Data excerpts:
****

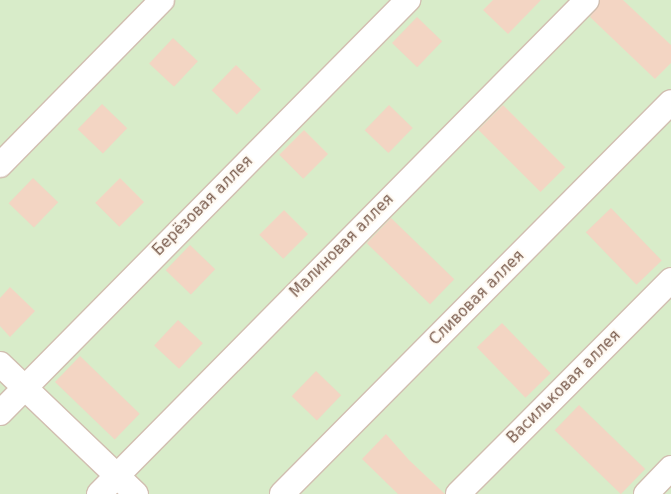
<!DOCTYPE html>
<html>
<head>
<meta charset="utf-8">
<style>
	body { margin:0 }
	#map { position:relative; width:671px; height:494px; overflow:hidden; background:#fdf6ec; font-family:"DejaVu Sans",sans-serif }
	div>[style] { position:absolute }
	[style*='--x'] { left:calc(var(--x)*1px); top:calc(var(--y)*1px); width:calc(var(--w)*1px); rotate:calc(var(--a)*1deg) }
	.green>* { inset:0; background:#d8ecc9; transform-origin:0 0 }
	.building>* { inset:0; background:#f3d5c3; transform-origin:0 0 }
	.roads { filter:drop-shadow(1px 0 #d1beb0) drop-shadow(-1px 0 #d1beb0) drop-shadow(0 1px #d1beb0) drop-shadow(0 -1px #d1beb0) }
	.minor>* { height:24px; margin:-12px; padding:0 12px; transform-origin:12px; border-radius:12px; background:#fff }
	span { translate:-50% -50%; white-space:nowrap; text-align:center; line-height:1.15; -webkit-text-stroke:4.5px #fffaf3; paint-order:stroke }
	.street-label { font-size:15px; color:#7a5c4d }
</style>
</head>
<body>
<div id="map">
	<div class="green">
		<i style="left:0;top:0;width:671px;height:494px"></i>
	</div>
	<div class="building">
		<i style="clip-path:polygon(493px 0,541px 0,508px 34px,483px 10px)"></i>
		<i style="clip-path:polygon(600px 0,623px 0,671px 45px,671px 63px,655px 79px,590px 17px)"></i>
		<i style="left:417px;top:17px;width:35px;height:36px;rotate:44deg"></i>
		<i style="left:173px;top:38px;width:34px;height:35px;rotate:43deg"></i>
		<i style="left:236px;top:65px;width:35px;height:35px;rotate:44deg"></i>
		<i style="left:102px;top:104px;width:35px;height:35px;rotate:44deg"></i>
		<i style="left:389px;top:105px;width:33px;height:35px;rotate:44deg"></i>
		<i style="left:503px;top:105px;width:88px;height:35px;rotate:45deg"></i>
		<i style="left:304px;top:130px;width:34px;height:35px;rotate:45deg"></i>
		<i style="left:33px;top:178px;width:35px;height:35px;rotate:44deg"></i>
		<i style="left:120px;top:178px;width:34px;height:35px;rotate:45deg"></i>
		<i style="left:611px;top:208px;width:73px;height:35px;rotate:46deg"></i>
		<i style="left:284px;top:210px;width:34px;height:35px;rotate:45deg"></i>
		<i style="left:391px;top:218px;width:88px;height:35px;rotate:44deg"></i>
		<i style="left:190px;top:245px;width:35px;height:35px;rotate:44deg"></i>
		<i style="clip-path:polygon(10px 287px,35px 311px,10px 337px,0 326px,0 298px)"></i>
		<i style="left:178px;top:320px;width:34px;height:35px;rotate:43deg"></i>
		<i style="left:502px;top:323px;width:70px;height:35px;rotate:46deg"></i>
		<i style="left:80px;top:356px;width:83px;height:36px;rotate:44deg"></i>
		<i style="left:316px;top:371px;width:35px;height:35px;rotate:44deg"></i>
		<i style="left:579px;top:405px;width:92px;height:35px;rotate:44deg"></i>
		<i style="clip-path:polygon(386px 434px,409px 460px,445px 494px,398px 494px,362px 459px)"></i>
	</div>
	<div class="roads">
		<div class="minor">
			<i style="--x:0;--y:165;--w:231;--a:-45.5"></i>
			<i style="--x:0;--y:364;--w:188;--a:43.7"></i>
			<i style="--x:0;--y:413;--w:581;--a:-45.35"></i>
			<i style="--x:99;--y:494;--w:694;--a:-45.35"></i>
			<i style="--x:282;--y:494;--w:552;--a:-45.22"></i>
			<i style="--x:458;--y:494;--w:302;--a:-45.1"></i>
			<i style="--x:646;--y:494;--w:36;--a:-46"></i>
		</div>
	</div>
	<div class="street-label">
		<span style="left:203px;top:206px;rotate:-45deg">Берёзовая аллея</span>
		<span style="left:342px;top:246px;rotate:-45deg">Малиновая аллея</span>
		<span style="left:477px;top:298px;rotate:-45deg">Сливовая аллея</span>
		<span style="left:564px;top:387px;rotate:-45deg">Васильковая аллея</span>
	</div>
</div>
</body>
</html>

****

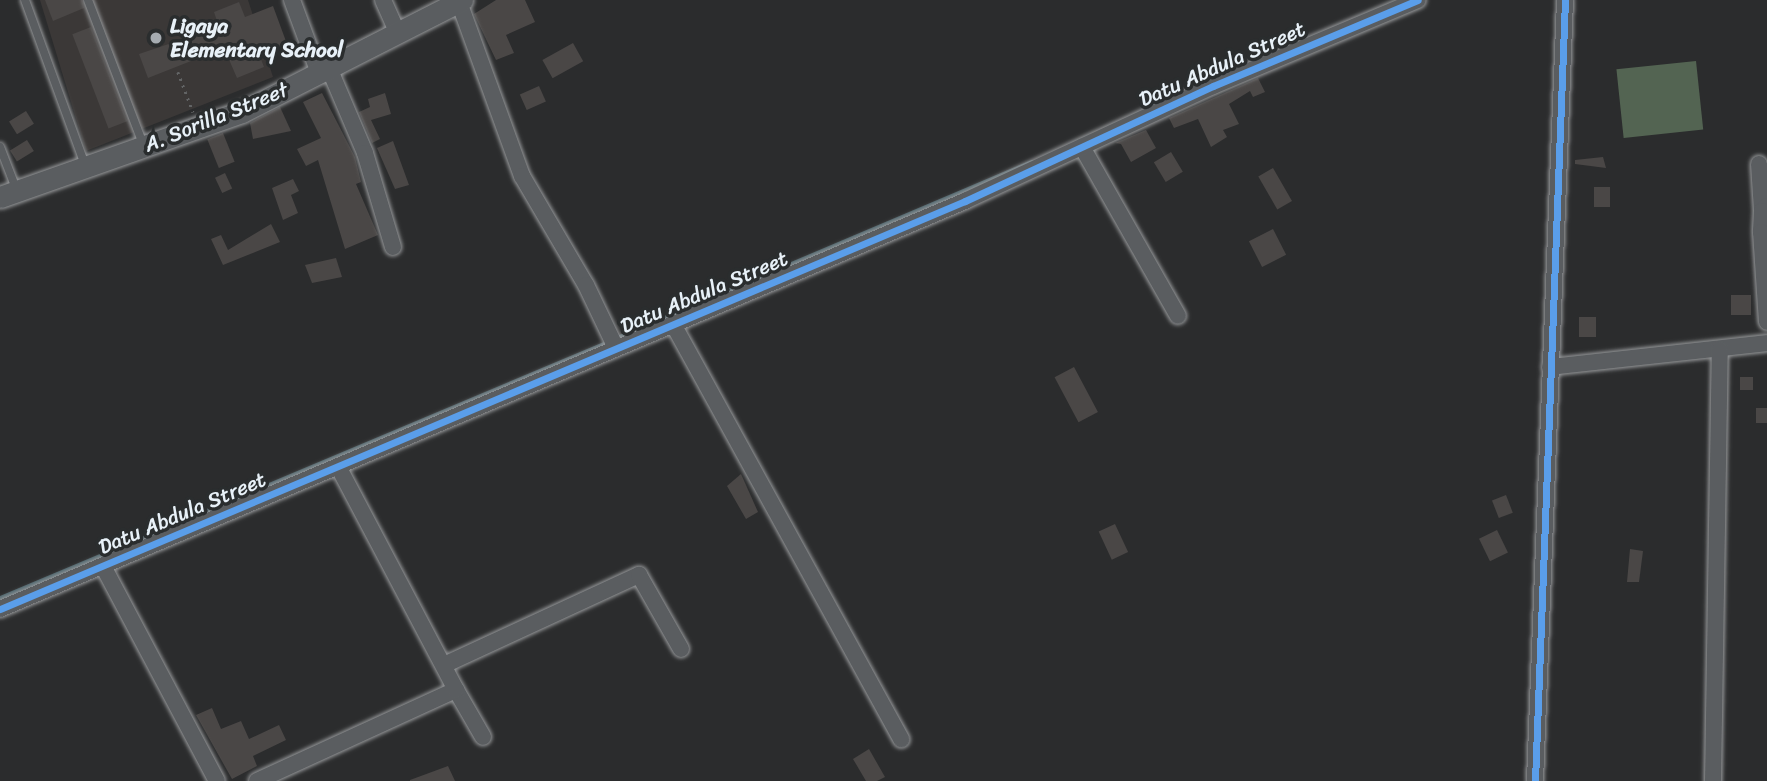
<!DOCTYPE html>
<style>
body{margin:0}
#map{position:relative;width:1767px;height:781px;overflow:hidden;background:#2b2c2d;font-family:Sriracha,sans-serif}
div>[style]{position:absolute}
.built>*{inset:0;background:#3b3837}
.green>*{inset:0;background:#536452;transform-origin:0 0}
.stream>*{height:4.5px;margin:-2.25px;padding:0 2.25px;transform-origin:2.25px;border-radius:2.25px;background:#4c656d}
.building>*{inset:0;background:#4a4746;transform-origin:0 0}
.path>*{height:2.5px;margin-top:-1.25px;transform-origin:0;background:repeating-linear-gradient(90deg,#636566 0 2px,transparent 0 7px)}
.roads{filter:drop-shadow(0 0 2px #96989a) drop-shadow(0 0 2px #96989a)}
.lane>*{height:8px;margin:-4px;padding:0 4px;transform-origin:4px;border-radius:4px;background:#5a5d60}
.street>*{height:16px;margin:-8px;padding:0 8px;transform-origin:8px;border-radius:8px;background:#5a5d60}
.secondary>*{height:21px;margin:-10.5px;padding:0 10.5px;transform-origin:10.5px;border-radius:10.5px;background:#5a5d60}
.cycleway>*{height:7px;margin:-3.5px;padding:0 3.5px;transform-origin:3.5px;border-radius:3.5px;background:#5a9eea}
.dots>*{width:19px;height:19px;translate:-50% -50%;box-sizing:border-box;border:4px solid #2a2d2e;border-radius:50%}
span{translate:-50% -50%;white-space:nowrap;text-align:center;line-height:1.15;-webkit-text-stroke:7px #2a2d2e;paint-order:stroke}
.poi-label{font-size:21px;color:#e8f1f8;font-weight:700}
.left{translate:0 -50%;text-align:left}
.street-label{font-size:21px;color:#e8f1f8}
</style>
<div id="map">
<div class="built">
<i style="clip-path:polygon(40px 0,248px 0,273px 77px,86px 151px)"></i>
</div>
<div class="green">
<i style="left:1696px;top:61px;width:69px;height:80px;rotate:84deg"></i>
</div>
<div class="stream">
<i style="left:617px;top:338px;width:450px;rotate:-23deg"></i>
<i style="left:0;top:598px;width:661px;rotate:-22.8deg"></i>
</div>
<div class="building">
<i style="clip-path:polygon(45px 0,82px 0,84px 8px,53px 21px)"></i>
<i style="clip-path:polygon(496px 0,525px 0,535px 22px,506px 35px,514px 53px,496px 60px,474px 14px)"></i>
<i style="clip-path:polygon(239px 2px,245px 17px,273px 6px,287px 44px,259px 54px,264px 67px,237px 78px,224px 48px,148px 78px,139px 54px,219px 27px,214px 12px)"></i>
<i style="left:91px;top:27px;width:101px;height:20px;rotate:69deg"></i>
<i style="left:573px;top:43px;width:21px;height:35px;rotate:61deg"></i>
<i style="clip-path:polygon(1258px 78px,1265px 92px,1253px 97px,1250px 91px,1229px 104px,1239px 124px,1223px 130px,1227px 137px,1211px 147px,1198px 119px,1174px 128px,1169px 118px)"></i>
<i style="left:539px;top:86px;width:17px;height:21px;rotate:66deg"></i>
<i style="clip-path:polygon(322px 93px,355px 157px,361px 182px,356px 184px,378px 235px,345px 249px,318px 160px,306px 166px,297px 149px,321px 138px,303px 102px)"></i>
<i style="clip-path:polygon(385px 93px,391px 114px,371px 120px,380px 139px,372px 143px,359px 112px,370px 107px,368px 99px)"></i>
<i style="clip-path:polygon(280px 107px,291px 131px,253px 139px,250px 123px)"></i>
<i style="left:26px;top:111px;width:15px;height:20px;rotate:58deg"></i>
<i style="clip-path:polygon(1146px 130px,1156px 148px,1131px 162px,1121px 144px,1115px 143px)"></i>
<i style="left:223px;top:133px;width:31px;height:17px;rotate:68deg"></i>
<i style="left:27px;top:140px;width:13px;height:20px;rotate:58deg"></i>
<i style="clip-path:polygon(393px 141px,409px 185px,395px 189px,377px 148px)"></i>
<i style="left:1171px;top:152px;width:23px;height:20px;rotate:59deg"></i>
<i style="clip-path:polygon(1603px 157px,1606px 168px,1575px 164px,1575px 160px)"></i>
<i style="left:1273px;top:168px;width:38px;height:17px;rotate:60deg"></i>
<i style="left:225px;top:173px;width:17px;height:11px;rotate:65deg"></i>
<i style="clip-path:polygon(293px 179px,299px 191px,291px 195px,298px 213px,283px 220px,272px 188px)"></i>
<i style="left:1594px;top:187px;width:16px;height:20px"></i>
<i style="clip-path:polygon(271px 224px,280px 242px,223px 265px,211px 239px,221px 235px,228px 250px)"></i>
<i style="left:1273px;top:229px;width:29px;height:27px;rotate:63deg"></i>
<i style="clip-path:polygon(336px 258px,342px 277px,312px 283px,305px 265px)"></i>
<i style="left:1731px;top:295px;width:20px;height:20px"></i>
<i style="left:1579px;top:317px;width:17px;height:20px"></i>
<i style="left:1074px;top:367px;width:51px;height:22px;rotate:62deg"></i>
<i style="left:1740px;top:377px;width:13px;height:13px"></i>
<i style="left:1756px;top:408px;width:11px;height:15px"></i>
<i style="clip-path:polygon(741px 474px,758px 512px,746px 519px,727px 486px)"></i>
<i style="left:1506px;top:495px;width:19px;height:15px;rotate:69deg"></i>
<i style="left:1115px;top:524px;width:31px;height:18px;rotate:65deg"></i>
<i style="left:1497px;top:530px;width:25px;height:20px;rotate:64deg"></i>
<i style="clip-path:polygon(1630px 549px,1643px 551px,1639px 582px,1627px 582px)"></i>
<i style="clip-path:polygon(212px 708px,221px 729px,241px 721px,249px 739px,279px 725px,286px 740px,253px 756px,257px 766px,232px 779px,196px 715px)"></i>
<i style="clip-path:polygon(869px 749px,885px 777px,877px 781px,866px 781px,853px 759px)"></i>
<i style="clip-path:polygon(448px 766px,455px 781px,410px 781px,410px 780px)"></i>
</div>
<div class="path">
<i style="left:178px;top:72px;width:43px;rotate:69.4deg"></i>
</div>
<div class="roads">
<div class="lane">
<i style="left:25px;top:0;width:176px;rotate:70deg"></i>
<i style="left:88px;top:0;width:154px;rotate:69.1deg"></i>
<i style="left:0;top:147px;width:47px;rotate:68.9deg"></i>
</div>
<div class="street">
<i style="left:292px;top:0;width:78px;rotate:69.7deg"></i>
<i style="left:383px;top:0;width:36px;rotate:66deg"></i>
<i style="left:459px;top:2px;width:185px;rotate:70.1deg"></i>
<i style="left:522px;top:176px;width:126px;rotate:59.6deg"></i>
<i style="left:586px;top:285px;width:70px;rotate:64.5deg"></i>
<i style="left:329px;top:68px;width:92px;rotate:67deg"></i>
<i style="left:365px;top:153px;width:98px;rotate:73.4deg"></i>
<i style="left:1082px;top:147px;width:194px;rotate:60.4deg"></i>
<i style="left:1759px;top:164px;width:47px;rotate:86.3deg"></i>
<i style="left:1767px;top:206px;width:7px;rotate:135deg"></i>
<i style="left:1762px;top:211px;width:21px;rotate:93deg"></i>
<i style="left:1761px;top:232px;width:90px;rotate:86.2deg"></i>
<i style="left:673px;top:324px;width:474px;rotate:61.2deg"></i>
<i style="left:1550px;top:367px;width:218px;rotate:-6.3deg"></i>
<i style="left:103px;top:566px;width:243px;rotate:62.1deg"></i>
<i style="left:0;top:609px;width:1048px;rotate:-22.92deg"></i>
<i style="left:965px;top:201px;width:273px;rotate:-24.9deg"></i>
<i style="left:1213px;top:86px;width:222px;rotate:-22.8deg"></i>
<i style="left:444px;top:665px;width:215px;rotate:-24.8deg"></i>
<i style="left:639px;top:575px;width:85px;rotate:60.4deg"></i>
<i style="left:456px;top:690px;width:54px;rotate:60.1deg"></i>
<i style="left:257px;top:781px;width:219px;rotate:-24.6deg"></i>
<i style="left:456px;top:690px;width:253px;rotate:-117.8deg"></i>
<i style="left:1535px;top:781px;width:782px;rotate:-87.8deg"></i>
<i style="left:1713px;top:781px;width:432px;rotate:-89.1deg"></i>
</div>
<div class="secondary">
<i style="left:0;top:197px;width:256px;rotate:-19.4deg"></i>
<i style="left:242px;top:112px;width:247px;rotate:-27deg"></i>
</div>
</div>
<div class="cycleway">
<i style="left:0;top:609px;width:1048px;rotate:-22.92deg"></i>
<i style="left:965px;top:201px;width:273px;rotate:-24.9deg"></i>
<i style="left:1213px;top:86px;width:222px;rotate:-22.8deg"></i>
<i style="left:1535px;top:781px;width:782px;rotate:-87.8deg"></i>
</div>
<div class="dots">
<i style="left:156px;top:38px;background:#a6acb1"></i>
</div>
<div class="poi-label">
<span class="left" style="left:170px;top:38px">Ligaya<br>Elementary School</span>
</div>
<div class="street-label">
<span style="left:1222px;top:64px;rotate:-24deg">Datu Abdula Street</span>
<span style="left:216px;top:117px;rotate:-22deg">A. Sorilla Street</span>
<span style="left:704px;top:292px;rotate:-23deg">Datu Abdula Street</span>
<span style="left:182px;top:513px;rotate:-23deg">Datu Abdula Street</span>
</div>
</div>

****

TASK STATEMENT
Scan the entries for the string "overflow" and report only how many lines contain it.

RESPONSE TO THIS EXERCISE
2